Read through the listing and copy every line that contains the word "roads".

========

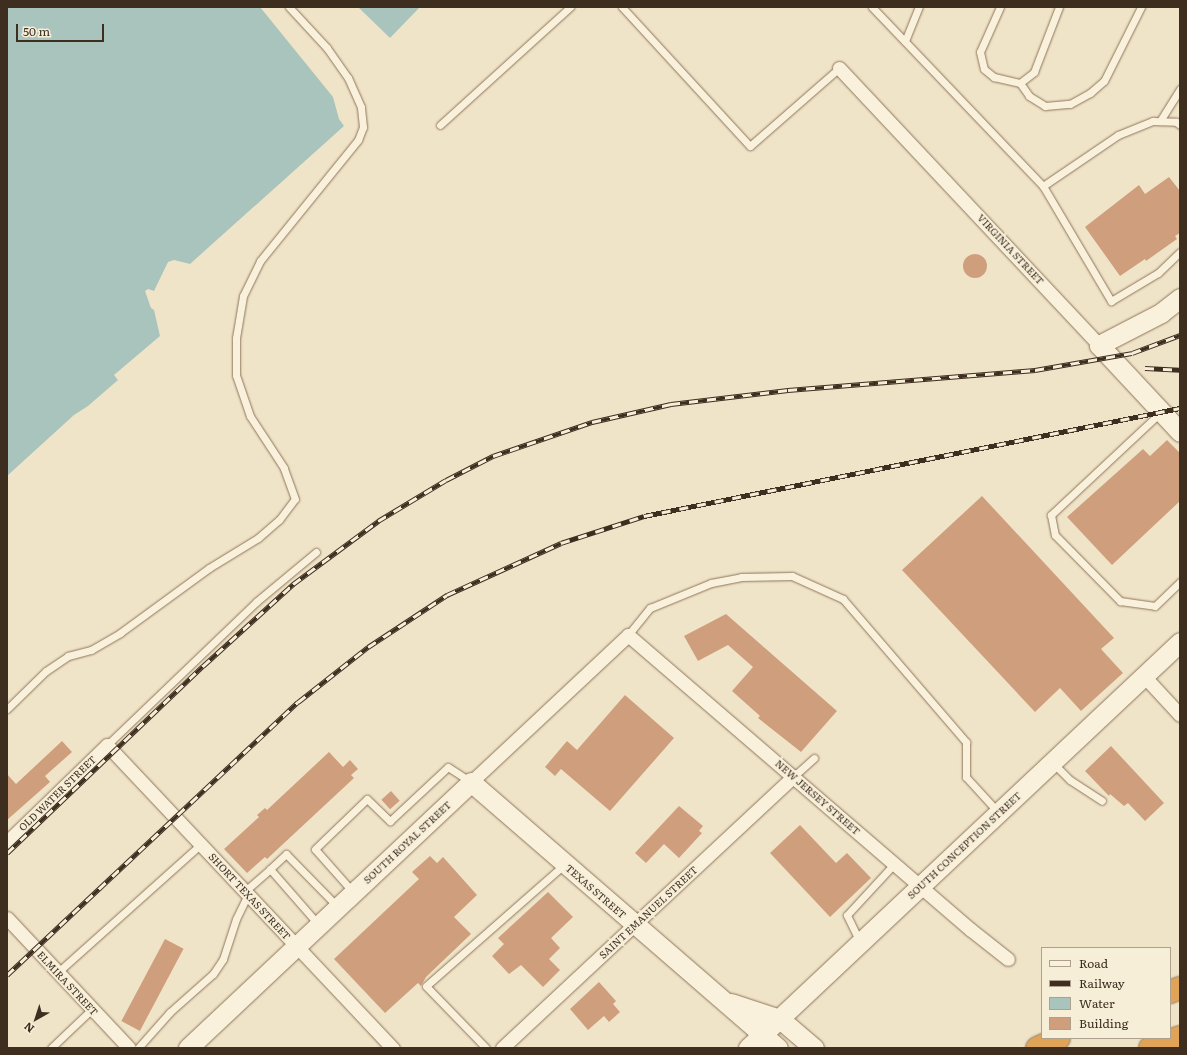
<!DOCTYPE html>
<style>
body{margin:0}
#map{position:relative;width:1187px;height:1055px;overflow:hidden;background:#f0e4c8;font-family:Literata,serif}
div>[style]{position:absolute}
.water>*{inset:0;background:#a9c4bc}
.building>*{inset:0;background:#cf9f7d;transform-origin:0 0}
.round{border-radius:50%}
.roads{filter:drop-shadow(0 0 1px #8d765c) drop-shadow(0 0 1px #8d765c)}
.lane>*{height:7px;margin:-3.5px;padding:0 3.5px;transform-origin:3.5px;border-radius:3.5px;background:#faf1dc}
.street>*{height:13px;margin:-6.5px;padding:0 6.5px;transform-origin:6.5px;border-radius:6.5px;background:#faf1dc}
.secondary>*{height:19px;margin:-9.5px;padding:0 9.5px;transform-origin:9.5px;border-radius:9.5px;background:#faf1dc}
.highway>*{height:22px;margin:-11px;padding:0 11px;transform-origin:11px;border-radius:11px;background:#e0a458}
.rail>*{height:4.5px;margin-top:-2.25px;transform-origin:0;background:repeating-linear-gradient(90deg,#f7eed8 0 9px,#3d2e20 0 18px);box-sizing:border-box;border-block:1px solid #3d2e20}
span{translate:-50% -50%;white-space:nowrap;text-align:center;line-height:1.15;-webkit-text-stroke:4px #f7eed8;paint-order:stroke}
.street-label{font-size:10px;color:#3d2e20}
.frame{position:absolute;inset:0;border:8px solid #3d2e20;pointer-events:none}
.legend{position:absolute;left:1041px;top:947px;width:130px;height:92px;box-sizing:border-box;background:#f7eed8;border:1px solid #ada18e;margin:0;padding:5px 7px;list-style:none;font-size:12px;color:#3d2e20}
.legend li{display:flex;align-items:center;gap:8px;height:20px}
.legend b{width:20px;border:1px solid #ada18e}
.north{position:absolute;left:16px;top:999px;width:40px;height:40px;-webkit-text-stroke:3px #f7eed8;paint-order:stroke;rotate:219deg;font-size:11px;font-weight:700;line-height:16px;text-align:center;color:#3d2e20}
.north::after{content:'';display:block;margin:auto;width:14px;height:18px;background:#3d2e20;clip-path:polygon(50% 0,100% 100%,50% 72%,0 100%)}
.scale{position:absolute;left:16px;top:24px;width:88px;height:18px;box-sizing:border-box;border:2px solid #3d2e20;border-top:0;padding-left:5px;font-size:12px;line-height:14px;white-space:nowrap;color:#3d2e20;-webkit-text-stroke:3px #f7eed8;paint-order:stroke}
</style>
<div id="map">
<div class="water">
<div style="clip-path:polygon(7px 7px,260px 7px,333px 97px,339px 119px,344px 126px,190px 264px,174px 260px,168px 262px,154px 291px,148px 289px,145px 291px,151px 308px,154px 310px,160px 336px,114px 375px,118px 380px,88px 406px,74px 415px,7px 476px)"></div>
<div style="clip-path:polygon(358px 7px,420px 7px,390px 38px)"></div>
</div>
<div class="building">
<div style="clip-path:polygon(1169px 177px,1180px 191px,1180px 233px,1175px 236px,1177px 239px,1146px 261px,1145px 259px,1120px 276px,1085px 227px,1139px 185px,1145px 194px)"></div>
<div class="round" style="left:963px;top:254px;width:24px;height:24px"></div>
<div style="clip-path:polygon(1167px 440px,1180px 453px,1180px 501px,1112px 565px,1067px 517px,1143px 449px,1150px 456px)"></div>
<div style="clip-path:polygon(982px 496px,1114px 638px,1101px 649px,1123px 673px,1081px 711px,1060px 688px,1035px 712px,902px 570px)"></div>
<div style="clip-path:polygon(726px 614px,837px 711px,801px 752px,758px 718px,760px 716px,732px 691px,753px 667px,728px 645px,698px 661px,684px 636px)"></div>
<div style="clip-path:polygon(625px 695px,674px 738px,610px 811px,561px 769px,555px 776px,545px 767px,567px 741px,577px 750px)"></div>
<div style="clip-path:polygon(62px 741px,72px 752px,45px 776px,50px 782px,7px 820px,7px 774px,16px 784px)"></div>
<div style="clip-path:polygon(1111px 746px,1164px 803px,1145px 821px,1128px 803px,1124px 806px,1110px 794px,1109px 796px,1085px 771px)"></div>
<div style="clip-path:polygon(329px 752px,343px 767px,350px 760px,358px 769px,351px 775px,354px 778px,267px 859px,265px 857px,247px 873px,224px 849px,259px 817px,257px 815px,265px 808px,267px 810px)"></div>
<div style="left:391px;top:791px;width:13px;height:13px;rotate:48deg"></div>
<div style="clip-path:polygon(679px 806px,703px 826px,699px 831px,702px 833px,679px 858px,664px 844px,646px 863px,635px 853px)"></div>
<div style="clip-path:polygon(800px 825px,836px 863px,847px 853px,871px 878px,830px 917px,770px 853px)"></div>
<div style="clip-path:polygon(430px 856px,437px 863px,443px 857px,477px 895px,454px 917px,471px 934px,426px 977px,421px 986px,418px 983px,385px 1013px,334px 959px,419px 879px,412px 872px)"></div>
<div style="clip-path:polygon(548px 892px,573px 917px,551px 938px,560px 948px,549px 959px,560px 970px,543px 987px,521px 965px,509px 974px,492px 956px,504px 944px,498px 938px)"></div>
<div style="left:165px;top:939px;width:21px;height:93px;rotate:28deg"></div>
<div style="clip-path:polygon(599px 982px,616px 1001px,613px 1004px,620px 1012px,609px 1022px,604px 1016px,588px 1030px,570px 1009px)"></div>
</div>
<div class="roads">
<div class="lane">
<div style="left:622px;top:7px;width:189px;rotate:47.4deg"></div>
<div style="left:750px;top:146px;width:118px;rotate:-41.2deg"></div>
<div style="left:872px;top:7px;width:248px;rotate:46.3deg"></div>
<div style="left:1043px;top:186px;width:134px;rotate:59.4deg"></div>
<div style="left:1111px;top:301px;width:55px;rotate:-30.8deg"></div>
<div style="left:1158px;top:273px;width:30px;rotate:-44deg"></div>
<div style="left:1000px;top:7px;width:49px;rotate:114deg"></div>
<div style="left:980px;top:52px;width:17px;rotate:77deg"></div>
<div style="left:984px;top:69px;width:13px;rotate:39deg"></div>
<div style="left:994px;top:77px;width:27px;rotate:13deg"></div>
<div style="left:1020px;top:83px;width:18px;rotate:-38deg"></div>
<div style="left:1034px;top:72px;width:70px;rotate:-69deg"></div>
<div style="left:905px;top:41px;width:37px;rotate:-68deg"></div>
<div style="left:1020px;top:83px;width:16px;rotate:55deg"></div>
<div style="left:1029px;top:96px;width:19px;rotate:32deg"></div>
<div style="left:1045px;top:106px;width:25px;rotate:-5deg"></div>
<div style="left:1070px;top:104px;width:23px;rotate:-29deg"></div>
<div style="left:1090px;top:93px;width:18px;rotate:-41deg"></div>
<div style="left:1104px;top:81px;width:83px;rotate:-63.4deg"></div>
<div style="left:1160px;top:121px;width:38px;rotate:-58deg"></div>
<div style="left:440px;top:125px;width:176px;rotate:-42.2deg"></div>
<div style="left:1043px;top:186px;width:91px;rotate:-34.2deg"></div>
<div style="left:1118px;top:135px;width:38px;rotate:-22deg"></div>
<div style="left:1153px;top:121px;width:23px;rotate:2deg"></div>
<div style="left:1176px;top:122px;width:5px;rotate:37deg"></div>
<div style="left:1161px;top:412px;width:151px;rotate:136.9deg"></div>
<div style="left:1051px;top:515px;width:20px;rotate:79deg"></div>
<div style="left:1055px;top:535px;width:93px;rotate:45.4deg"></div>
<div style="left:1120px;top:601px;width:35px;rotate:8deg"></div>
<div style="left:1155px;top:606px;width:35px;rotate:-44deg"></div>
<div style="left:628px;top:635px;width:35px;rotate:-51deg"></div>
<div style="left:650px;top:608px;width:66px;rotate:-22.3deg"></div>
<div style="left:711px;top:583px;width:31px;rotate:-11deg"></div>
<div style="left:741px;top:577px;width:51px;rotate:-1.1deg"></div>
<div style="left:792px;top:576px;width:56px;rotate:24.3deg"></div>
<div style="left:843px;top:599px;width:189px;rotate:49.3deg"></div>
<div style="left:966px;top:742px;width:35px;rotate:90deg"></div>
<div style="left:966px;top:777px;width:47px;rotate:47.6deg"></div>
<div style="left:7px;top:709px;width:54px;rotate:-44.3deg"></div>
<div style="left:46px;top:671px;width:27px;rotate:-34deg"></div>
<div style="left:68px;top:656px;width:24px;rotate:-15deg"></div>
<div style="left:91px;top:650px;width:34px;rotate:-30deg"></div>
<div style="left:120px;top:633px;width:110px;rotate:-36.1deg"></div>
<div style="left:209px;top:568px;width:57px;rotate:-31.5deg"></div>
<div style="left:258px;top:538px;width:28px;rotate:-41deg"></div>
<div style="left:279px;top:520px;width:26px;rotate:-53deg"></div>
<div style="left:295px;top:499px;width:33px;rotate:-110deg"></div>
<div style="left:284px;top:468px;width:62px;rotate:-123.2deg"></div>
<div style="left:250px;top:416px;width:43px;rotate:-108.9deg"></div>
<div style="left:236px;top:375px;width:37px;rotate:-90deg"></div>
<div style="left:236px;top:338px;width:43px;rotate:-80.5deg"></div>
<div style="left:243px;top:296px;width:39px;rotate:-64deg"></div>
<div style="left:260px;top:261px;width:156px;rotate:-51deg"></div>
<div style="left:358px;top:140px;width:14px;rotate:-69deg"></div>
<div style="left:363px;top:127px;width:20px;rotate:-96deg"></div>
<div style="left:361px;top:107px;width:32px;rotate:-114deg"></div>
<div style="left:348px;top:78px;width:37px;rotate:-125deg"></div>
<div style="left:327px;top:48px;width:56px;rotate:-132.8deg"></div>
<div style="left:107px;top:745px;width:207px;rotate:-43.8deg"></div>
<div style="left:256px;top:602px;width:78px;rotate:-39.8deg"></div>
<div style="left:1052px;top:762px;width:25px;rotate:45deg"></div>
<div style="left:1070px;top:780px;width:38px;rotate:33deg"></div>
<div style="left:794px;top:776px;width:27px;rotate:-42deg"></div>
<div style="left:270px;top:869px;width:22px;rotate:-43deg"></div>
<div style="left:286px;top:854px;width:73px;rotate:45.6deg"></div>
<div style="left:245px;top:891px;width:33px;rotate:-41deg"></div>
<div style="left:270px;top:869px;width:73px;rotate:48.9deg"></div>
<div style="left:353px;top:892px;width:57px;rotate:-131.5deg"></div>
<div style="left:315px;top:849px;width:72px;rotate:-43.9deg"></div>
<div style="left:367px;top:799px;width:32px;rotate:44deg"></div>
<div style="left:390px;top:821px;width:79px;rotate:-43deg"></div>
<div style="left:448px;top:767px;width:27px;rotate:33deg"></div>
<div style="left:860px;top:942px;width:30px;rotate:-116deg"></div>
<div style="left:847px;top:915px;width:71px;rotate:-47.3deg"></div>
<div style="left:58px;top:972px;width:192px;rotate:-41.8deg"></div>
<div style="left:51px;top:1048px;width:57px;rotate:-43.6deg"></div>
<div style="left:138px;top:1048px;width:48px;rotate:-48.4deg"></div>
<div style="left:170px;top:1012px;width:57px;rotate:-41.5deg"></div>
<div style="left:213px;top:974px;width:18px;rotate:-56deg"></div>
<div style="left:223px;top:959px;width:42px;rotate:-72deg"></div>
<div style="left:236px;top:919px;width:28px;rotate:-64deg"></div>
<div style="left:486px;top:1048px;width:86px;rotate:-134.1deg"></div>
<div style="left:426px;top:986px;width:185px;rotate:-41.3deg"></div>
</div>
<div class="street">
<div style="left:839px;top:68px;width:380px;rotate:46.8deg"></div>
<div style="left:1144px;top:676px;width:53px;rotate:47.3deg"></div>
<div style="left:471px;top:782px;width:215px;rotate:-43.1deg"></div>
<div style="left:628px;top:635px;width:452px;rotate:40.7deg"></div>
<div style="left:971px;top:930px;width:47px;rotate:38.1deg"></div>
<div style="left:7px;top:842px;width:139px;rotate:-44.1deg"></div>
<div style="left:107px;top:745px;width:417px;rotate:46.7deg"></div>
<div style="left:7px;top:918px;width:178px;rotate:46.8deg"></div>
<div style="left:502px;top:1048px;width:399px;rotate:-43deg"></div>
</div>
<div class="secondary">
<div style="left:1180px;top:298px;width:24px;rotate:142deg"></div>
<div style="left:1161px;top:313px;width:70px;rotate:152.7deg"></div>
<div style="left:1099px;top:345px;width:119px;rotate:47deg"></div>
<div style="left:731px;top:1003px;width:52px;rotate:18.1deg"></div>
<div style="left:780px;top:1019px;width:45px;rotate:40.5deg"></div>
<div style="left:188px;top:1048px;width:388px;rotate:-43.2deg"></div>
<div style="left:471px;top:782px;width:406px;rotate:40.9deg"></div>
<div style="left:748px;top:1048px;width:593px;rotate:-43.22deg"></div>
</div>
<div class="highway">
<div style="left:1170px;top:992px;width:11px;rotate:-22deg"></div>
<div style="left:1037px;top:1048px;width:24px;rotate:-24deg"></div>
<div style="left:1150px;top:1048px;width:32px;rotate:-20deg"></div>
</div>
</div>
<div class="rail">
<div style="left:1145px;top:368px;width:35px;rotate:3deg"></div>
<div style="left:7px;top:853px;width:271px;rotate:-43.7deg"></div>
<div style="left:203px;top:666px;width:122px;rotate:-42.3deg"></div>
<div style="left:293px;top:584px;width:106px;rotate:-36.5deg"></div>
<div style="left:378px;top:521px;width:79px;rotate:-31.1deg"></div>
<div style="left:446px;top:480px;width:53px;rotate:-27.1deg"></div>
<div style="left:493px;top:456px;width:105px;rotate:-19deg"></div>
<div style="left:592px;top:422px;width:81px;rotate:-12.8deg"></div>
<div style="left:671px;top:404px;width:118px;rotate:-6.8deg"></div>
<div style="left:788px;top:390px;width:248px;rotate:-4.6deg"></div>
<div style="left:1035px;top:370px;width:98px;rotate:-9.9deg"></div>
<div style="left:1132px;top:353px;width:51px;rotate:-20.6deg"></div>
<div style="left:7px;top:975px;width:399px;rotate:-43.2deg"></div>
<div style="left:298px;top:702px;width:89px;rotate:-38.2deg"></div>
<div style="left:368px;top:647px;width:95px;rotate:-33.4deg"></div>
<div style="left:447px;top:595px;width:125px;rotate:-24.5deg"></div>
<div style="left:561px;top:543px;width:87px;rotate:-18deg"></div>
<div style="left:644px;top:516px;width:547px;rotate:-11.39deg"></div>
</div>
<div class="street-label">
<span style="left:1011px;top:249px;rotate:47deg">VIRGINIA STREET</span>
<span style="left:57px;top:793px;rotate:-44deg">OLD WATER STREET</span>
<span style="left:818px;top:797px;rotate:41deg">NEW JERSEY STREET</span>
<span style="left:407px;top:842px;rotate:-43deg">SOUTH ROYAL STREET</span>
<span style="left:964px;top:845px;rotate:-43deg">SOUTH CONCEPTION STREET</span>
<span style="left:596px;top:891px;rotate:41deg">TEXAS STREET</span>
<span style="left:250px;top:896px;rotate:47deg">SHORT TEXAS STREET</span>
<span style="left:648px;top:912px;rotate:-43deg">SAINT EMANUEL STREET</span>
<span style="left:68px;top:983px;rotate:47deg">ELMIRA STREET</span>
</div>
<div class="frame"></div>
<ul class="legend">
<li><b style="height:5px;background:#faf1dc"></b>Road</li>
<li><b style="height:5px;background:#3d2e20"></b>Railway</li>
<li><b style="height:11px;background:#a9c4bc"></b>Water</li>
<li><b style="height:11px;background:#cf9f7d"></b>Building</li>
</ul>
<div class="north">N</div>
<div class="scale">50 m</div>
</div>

========

RESPONSE TO THE TASK:
.roads{filter:drop-shadow(0 0 1px #8d765c) drop-shadow(0 0 1px #8d765c)}
<div class="roads">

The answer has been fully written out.